The captain’s words echoed in my mind all day as I tried to understand what Čapek meant in his book, writing back in 1935 when a new war in Europe looked only a matter of time.


I am sitting on the fat black cushion of a large cantilever chair which was presumably dragged into the square out of a living room in one of the houses to stand in the dust of this Indian Summer Saturday, among its assorted four-legged dining-room friends made of wood. The cushion is big enough to clasp three small, happy French Arab girls, I will note after I get up to stand, later on. My stomach is digesting a recent meal of chicken, chips and orangeade eaten in one of those quaint French street-corner cafes, prepared by a Chinese cook and cheerily served by a Chinese waitress.
In my part of the coach hurtling east this afternoon sat six unrelated Africans – people either from sub-Saharan Africa or with family origins there, five men and a woman, mostly thin. Over seven hours and 25 minutes, the best part of this sunny day, I noticed just one take out food. It was a biscuit or a bar and he nibbled on it, almost furtively. None of the others ate or drank that I could see. My own lunch of cheese and crackers felt generous but was as nothing compared with the hearty, spicy odour of the food unwrapped by a loving couple of happy Ukrainian pensioners or with the cornucopia-like bakery sandwich wolfed down by a young white Frenchman whose fleshy thighs strained to be free of his ripped jeans. An amicable Albanian man, I observed, fed not on food but photos on his smartphone, feasting on pictures of empty rooms with parquet floors in some newly built or renovated house.
Tomorrow when I check out of my comfortable hotel in Strasbourg I will seek out the chambermaid, who turns out to be Afro-French or African, and I will give her a €5 tip “because the room was so nice” and I will be quite startled and moved when she grins and says thanks, as if I have given her a tip of 50 or her first tip.
Today the blades of the wind turbines turned, cogs in a vast machine of green or greener energy production stretching across this land. In the region where I was bound, the Greater East (Grand Est), there turned much greater cogs in the vast nuclear plant of Cattenom and the Strasbourg hydroelectric station, part of a grand plan I will only fully understand some days from now when I go to the Electropolis Museum in Mulhouse and follow its wonderful, winding diorama of French electricity generation. Every time I saw a tram glide past in the cities our coach visited – Dijon, Besançon and finally Mulhouse – I rejoiced in the thought of green or greener energy, in the joy of a cleaner, higher power that salamanders would have never experienced in their deep blue seas.
I thought of the happy men and women, mostly white, often old, usually much wealthier than I, in their green electric trains traversing the railway line between London and Strasbourg.
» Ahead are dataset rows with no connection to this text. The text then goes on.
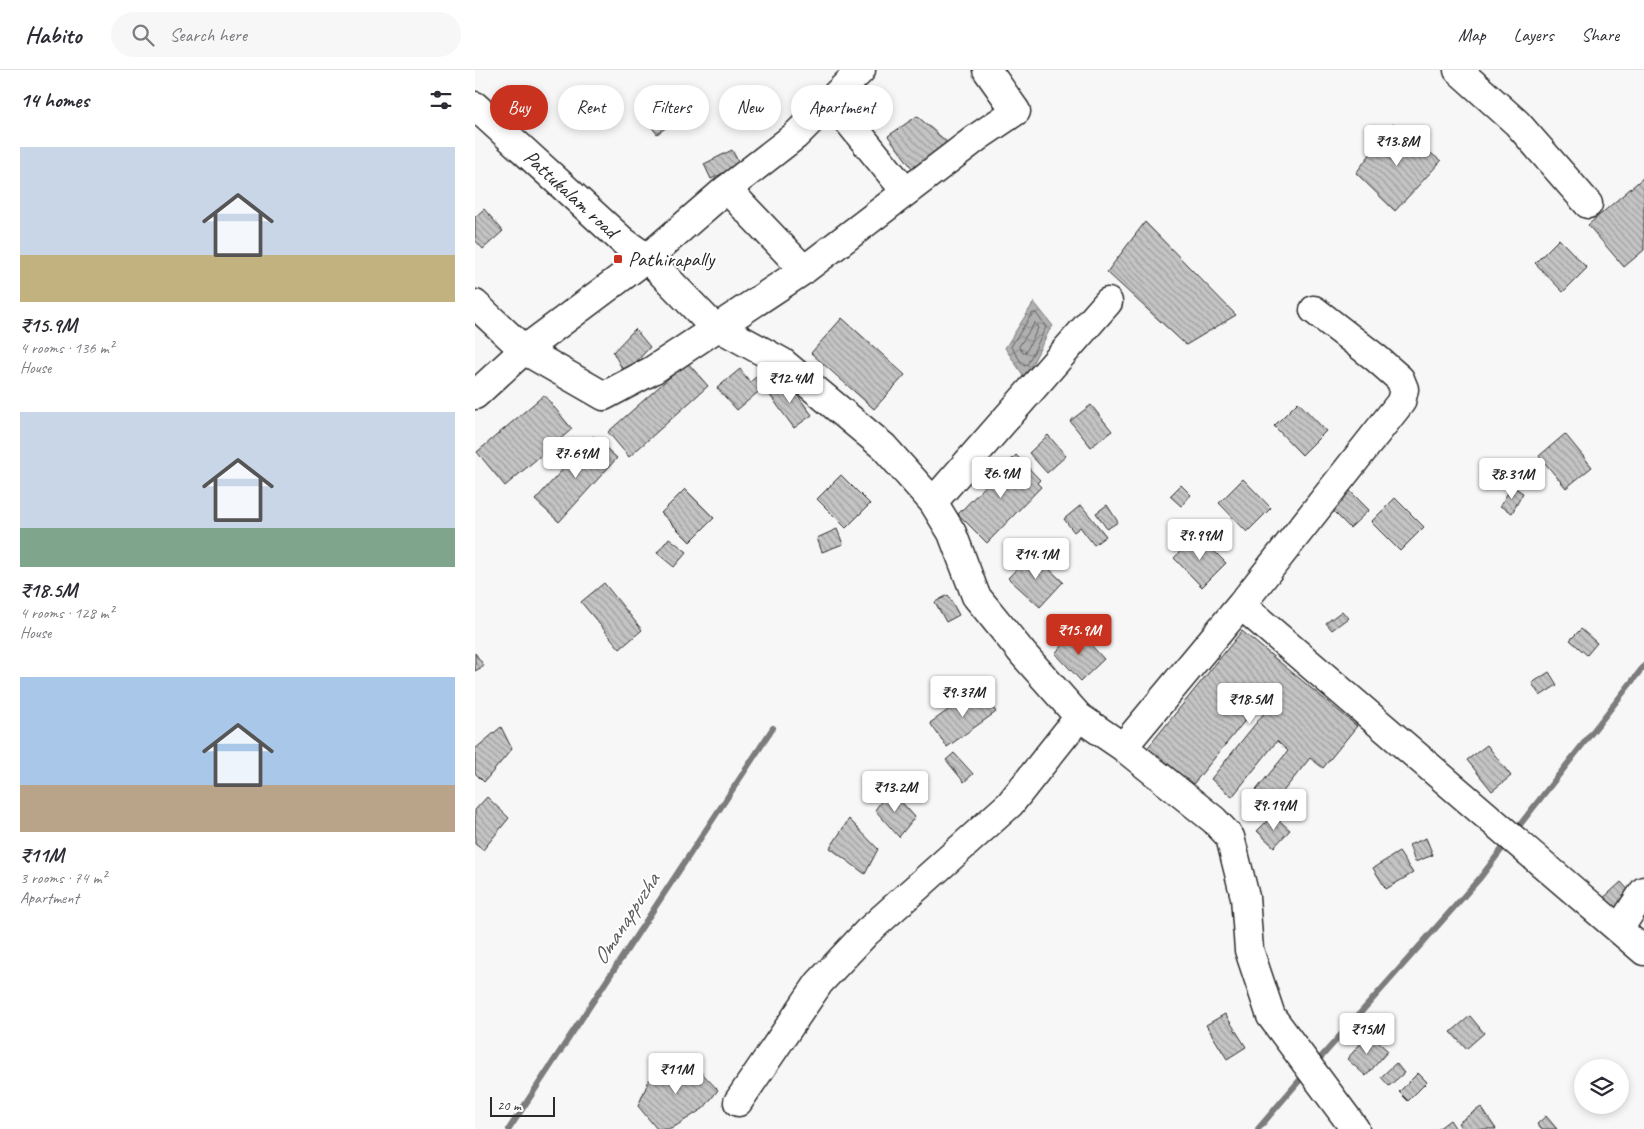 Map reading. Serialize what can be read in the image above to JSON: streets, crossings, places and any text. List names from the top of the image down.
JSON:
{
  "streets": {
    "street": ["Pattukalam road"]
  },
  "water": ["Omanappuzha"],
  "places": {
    "transit": ["Pathirapally"]
  },
  "scale_bar": "20 m",
  "page": {
    "header": "Habito",
    "search": "Search here",
    "nav": ["Map", "Layers", "Share"],
    "heading": "14 homes",
    "chip": [
      "Buy",
      "Rent",
      "Filters",
      "New",
      "Apartment"
    ],
    "price": [
      "₹13.8M",
      "₹12.4M",
      "₹7.69M",
      "₹6.9M",
      "₹8.31M",
      "₹9.99M",
      "₹14.1M",
      "₹15.9M",
      "₹9.37M",
      "₹18.5M",
      "₹13.2M",
      "₹9.19M",
      "₹15M",
      "₹11M"
    ],
    "list": [
      {
        "name": "₹15.9M",
        "note": "4 rooms · 136 m² · House"
      },
      {
        "name": "₹18.5M",
        "note": "4 rooms · 128 m² · House"
      },
      {
        "name": "₹11M",
        "note": "3 rooms · 74 m² · Apartment"
      }
    ],
    "scale": "20 m"
  }
}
And it hurt a little to think that my coach journey had a higher carbon footprint than theirs though it was a lower one than that left by those who ride in cars and was tiny compared with that of those who fly in planes. I had paid £96.96 for my coach ticket because I had lacked £434 for electric trains and £260 for non-electric planes and though sitting in the British Islands going nowhere would have cost nothing at all, neither to me nor to the environment, I had to see the world again.
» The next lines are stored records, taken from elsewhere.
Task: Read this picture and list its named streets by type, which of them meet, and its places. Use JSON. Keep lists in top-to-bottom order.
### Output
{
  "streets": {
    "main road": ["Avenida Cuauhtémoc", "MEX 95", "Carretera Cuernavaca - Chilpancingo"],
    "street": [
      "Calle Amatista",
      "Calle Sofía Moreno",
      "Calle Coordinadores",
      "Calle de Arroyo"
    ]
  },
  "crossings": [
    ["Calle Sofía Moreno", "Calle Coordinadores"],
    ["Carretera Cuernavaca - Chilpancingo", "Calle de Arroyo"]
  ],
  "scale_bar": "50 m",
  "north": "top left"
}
“It brings a bit of life to the neighbourhood,” says the goodnatured man perched beside me on a twin cantilever, talking in French, just before the imaginary curtain rises on the back-street opera. He can talk to me in English if I prefer or in Arabic if necessary. From our brief conversation I also know he could talk to me at length about rugby, this autumn when France is hosting the World Cup. But now the opera marches in on us.
Bewildering waves of sound and howls of dialogue rend the warm summer air as the cast march about in the round, to and fro past our improvised seating areas, pursued by their ecstatic director. Here a chain gang of humble salamanders steals the audience’s collective heart, there a captive salamander sits meekly in a booth for all the world to gawp at. Vampiric capitalists circle Captain van Toch. It is wonderful pantomime, if not quite the opera I have been hoping for.
I pick up one of the beautifully produced programmes, free of charge just as the opera itself is free and open to all. At a diplomatically chosen time I hasten into the night, feeling completely unnoticed as I make my way down the empty footpath of Rue de l’Aigle in the direction of the railway station. If I turn back the other way I will come out on the Avenue Aristide Briand with its halal food shops and cafes. If I veer right I will eventually come upon more traditional French shops and cafes among which a billboard is plastered with French nationalist posters. But I have to travel, not eat or drink or work.


On my way I pick up my luggage from an Algerian man I befriended earlier who offered to look after it for me. I look at him again and again I have to tell myself he is not actually native French because he looks to me completely European. I only know he immigrated here because he mentioned it to me himself in passing.
Groups of three or four young French Arab men dot the emptying station, crouching around benches or on staircases this Saturday night, staring. The train to Strasbourg is busier than I expect. Most of my fellow passengers are also young French Arab men – no women – but these are better-dressed than the station-watchers, more like students, ordinary-looking, happy chatty French blokes who only stand out for being ethnically North African in a carriage with few white people aboard. Presumably, of a weekend, they have fewer places to go, and fewer choices of transport, as they take the train from one city to another.
Tomorrow morning I will find myself walking quite by chance behind two teenage French Arab boys along an empty Sunday-morning street from Strasbourg’s railway station area towards the centre. The fatter of the pair carries an empty plastic water bottle which he uses to slap everything he passes, metal railings, sign-posts, bins, quite harmlessly but noisily, marking in sound his passage towards the glories of the medieval city centre at the heart of Europe beyond which lies the German-built university where, I will learn on a visit to a museum that afternoon, scientists once strained to collect data from painstakingly crafted machines to monitor earthquakes for the good of us all in a seismological station which opened in 1900, around the time when France was completing its long conquest of Algeria.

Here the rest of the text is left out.